Called her? I should have picked up a phone and called her, when she couldn’t even be bothered to visit?
“I’m handling it, Ivy.” I cursed myself, cursed the guidance counselor for making the call. “We’re fine.”
“No, sweetie, you’re not.”
She didn’t get to come here, after years, and tell me I wasn’t fine. She didn’t get to insert herself into our lives, and she didn’t get to call me sweetie.
“There’s a treatment center in Boston,” she continued calmly. “The best in the country. There’s a waiting list for the inpatient facility, but I made some calls.”
My stomach twisted sharply. Gramps loved this ranch. He was this ranch. It wouldn’t survive without him. I’d given up everything—track, friends, the hope of ever getting a good night’s sleep—to keep him here, to keep things running, to take care of him, the way he’d always taken care of me.

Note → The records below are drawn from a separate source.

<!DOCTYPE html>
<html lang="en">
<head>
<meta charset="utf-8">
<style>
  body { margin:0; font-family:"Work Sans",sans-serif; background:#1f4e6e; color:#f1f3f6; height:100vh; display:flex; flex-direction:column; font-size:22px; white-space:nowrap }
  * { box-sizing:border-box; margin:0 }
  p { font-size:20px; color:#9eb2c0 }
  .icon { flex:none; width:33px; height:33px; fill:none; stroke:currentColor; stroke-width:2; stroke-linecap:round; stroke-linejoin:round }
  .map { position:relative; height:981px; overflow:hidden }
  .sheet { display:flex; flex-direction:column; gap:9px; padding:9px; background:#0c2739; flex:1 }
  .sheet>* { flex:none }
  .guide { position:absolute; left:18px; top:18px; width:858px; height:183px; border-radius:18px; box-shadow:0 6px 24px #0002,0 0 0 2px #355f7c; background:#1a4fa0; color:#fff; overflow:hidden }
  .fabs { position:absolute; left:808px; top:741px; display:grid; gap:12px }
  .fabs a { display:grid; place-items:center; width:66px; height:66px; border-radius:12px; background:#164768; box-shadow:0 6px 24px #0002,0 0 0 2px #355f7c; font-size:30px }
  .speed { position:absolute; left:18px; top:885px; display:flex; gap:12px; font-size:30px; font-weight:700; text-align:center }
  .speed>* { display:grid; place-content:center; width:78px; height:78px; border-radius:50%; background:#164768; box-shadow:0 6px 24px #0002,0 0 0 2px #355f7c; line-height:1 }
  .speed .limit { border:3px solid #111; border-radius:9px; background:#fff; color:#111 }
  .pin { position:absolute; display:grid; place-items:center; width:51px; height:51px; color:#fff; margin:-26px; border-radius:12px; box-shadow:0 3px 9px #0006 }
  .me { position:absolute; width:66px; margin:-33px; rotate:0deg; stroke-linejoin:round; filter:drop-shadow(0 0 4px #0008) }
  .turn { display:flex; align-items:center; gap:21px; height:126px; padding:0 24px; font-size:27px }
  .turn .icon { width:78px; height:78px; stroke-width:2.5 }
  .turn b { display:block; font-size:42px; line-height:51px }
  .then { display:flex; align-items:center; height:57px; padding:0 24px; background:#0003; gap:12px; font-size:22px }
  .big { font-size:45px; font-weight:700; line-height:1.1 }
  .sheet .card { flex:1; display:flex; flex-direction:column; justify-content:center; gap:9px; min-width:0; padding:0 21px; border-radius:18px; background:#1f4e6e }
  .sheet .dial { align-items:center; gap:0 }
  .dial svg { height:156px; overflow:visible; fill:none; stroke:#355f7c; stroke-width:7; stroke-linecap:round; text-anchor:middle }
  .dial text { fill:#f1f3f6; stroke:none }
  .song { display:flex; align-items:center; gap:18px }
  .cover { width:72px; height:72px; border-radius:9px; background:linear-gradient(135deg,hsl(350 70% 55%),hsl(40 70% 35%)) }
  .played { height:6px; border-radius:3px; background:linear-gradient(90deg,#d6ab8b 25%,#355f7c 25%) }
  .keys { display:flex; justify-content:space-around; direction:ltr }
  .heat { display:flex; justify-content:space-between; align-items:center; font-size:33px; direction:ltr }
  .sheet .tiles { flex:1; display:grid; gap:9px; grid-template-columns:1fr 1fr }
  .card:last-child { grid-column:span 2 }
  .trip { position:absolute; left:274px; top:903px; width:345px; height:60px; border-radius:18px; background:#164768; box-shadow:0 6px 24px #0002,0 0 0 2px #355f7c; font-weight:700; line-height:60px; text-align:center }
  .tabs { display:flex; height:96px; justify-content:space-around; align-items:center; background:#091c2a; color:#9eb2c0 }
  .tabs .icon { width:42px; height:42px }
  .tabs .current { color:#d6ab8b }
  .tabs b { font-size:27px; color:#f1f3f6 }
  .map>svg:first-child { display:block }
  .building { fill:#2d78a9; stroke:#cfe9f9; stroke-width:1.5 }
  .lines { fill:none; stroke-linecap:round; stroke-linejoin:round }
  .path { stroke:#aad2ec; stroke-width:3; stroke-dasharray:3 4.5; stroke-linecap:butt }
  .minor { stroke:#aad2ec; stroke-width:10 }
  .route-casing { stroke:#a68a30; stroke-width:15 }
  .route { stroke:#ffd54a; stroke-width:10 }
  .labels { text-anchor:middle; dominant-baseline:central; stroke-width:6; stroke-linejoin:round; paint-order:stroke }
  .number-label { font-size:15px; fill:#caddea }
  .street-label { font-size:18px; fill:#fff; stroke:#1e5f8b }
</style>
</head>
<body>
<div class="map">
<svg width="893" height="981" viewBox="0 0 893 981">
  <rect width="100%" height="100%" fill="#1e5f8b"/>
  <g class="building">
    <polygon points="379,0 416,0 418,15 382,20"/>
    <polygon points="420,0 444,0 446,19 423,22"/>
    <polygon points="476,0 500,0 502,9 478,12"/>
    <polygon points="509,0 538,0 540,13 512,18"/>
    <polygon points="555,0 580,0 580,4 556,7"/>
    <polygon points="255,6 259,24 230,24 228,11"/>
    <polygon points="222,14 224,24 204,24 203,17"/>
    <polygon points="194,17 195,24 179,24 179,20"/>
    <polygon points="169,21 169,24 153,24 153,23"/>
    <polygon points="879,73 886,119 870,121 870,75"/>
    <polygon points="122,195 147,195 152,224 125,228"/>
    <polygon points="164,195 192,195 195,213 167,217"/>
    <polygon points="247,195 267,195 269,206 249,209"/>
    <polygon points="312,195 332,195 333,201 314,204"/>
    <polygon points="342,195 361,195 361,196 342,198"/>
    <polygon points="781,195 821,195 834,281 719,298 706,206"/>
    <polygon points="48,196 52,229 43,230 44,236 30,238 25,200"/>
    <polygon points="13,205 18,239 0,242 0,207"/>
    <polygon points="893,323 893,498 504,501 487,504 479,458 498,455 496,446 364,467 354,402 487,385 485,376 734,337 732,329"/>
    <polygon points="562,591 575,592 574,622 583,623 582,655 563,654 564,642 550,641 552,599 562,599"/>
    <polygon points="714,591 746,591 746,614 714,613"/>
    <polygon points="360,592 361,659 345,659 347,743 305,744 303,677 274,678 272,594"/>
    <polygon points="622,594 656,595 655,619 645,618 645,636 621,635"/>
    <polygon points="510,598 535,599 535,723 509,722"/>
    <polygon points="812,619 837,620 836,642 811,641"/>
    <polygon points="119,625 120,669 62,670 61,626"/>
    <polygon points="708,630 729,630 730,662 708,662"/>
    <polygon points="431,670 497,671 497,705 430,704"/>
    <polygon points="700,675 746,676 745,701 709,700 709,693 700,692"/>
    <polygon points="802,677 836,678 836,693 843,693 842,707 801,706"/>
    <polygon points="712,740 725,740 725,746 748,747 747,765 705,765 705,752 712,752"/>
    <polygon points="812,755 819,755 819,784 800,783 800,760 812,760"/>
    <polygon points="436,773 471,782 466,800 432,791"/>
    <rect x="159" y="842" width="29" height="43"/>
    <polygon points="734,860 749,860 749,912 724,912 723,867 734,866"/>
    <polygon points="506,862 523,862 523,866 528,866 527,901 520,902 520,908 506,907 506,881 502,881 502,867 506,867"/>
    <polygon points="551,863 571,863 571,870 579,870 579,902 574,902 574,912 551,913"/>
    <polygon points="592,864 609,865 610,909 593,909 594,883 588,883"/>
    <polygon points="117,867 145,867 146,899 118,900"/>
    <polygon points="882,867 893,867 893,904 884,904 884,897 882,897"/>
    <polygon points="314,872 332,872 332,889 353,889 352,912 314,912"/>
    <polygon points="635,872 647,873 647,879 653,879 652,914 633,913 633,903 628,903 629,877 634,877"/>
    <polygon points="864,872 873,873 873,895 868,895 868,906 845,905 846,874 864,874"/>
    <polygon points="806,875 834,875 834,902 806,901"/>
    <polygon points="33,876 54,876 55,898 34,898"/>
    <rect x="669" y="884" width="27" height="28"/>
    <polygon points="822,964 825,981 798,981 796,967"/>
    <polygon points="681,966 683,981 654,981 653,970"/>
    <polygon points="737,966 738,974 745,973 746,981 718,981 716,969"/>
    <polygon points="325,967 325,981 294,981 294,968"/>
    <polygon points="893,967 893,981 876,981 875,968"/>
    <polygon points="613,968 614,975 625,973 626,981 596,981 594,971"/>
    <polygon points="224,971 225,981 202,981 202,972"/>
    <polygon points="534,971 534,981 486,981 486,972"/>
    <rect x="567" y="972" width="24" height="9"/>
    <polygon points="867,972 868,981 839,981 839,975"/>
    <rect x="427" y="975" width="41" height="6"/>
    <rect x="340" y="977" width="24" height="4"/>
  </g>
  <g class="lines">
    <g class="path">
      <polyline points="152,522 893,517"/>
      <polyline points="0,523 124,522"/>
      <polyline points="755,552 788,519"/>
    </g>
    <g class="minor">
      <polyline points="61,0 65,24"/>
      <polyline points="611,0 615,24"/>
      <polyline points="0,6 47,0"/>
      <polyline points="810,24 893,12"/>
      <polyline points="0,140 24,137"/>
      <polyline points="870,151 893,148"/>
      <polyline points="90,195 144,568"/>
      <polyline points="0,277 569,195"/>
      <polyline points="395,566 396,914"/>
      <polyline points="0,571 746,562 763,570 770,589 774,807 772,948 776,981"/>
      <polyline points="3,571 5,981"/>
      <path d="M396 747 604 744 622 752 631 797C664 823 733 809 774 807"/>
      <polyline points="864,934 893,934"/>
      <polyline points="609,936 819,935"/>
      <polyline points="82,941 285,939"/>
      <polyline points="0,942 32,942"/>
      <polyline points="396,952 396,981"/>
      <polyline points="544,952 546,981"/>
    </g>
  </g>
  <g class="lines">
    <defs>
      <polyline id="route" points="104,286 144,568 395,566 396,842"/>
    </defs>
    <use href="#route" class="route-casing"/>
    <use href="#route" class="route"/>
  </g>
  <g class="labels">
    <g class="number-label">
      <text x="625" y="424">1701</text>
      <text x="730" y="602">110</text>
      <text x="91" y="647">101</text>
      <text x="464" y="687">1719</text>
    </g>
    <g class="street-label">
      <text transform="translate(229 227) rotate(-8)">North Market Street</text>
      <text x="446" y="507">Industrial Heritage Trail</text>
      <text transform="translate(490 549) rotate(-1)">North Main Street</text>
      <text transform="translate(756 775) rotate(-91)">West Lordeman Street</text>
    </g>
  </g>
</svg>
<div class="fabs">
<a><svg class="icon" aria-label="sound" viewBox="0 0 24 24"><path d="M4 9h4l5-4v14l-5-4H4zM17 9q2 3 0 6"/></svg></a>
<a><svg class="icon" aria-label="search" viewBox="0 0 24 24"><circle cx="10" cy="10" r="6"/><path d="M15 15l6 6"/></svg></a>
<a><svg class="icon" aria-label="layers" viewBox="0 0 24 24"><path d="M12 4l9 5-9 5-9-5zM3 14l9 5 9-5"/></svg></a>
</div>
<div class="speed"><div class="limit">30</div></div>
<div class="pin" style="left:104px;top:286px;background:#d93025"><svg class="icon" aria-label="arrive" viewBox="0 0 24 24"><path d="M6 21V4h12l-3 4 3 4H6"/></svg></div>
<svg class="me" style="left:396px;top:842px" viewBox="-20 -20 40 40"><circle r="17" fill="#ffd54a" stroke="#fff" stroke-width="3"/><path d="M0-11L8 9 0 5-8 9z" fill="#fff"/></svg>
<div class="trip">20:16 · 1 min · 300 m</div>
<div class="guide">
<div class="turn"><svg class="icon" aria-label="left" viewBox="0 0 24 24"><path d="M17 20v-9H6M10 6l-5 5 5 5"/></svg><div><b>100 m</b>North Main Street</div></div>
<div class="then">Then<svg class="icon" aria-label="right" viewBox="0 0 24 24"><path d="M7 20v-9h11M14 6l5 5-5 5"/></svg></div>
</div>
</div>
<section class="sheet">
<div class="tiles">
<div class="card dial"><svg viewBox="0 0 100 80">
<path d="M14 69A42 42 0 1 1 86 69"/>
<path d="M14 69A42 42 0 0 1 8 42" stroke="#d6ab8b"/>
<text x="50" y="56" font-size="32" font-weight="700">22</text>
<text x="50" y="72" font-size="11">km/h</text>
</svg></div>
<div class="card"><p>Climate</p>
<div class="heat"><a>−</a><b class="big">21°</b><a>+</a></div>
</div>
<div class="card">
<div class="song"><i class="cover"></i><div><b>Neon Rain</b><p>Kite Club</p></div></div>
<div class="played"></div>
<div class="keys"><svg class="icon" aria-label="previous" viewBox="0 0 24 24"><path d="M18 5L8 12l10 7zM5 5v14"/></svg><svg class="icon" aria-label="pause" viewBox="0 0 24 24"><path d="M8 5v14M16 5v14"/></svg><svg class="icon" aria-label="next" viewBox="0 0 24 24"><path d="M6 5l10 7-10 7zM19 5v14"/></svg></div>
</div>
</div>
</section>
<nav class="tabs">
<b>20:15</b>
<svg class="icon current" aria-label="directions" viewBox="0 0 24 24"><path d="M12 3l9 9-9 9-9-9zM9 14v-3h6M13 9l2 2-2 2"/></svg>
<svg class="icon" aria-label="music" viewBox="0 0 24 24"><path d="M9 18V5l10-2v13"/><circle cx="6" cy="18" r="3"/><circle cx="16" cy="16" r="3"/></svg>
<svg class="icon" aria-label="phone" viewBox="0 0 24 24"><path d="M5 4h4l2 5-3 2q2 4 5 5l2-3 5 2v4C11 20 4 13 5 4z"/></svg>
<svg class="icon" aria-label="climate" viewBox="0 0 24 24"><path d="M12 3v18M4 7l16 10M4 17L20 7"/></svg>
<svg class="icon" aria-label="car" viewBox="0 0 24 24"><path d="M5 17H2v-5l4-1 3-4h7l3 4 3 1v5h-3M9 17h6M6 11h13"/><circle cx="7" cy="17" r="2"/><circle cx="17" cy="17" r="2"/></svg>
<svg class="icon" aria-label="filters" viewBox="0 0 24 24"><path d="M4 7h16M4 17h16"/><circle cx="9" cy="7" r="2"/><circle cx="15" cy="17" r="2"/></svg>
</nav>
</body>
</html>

“Gramps is fine.” I set my jaw in a mutinous line. “He gets confused sometimes, but he’s fine.”
“He needs a doctor, Tessie.”
“So take him to a doctor.” I swallowed hard, feeling like I’d already lost. “Figure out what we need to do, what I need to do, and then bring him home.”
“You can’t stay here, Tess.” Ivy reached for my hand. I jerked it back. “You’ve been taking care of him,” she continued softly. “Who’s been taking care of you?”
“I can take care of myself.”
The set of her jaw matched my own. “You shouldn’t have to.”
“She’s right, Bear.” I looked up to see Gramps standing in the doorway. “Don’t you worry about me, girlie,” he ordered. He was lucid—and intractable.
“You don’t have to do this, Gramps,” I told him. My words fell on deaf ears.